Trust gate behavior:

• < 0.50: block trade and emit signed trade_veto
• 0.50 <= score < 0.65: allow trade at 50% size
• >= 0.65: allow full trade size

See docs/trust-model.md for the full model and lifecycle.

Risk and compliance behavior

Sentinel’s guardrails are part of the artifact trail, not just hidden code:

• every validate_trade call produces structured compliance checks
• every veto records why the trade was refused
• every halt writes a signed halt checkpoint with the breached metric and configured limit
• scheduled heartbeats prove the agent is still alive even when it does not trade

The dashboard exposes drawdown, daily-loss headroom, trust-gate state, recent vetoes, and recent halts without needing shell access.

Dashboard

Run the judge-facing dashboard:

source venv/bin/activate
python dashboard/app.py

The dashboard includes:

• Trust Score
• Risk Monitor
• Checkpoint Explorer
• Verification
• Compliance Events
• Heartbeat Anchors
• a static Judge Path panel so reviewers can follow the intended verification flow quickly

Public routing:

• / → submission homepage
• /dashboard → live verification dashboard

Suggested README screenshots

Use 3 screenshots only. More than that usually dilutes the story.

1. Dashboard overview Capture the full top section showing Trust Score, Verification, Judge Path, and Risk Monitor. What it proves: Sentinel is framed around trust, validation, and guardrails from the first screen.

2. Checkpoint detail modal Open a recent actionable checkpoint and capture decisionContext, verification details, marketData, and compliance. What it proves: the decision artifact is structured, signed, and inspectable.

3. Compliance halt or veto Capture a fresh halt or trade_veto event in Compliance Events and the Checkpoint Explorer. What it proves: the guardrails are active, visible, and auditable rather than hidden in logs.

When taking screenshots:

• prefer data-rich states over empty dashboards
• keep the browser width wide enough to show multiple trust/compliance panels at once
• avoid terminal clutter in README screenshots; terminal output belongs in the demo video instead

Verifier CLI

Install Node dependencies:

npm install

Run the verifier:

npm run verify-checkpoints

For a full-history audit instead of the fast recent-window default:

npm run verify-checkpoints -- --all

The verifier checks:

• hash-chain integrity
• EIP-712 signature validity
• on-chain attestation presence for actionable checkpoints
• best-effort market replay for recent Kraken-backed checkpoints

It exits non-zero only if signature verification or hash-chain verification fails.

Typical judge flow:

npm run verify-checkpoints -- --limit=20

That fast path validates the most recent actionable artifacts first.
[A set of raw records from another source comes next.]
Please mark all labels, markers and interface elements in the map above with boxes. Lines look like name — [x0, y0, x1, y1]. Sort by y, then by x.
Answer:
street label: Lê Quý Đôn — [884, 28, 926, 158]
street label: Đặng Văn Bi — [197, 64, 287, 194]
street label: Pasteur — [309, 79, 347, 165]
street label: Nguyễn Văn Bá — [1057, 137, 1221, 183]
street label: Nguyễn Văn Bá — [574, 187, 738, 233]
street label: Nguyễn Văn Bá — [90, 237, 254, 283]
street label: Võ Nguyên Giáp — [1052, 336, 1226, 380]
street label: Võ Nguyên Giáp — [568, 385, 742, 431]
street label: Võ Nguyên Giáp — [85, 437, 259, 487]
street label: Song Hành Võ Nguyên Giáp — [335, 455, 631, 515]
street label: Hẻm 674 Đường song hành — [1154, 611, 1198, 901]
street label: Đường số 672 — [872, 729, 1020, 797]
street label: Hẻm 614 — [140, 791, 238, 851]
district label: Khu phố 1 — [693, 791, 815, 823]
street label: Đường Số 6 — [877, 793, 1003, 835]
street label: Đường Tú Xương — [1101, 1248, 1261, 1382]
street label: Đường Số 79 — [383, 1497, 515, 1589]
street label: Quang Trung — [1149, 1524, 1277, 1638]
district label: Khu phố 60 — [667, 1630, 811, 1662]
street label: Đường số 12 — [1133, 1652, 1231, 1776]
Use --all only when you want a full-history sweep.

Quick start

Create and activate the Python environment:

python -m venv venv
source venv/bin/activate
pip install -r requirements.txt

Register on the official shared AgentRegistry first:

python scripts/register_agent.py

Run a single safe iteration:

python -m agent.main --once --execution disabled

Run the agent continuously in paper mode:

python -m agent.main --execution paper

Open the dashboard locally at:

http://127.0.0.1:5001

Run one smoke trade:

python -m agent.main --execution paper --smoke-trade --smoke-symbol BTCUSD

Trigger a deterministic halt demo:

python scripts/demo_halt.py

Optional vault claim helper:

python scripts/fund_agent.py

Kraken submission update

The hackathon submission form now also expects:

• your read-only Kraken API key
• your Kraken account ID / username

Docs

• docs/trust-model.md
• docs/demo-script.md
• docs/hackathon-brief.md

Prize alignment

• Best Validation & Trust Model: deterministic trust scoring, replayable checkpoints, browser-side signature verification, CLI reconciliation with on-chain attestations
• Best Compliance & Risk Guardrails: signed vetoes, signed halts, visible guardrail checks, scheduled heartbeats, and a kill-switch demo that produces auditable artifacts instead of silent failure

Next step intentionally deferred

IPFS checkpoint snapshotting is intentionally deferred in this phase. The checkpoint schema is already structured so a future CID can be attached without breaking replay or verification flows.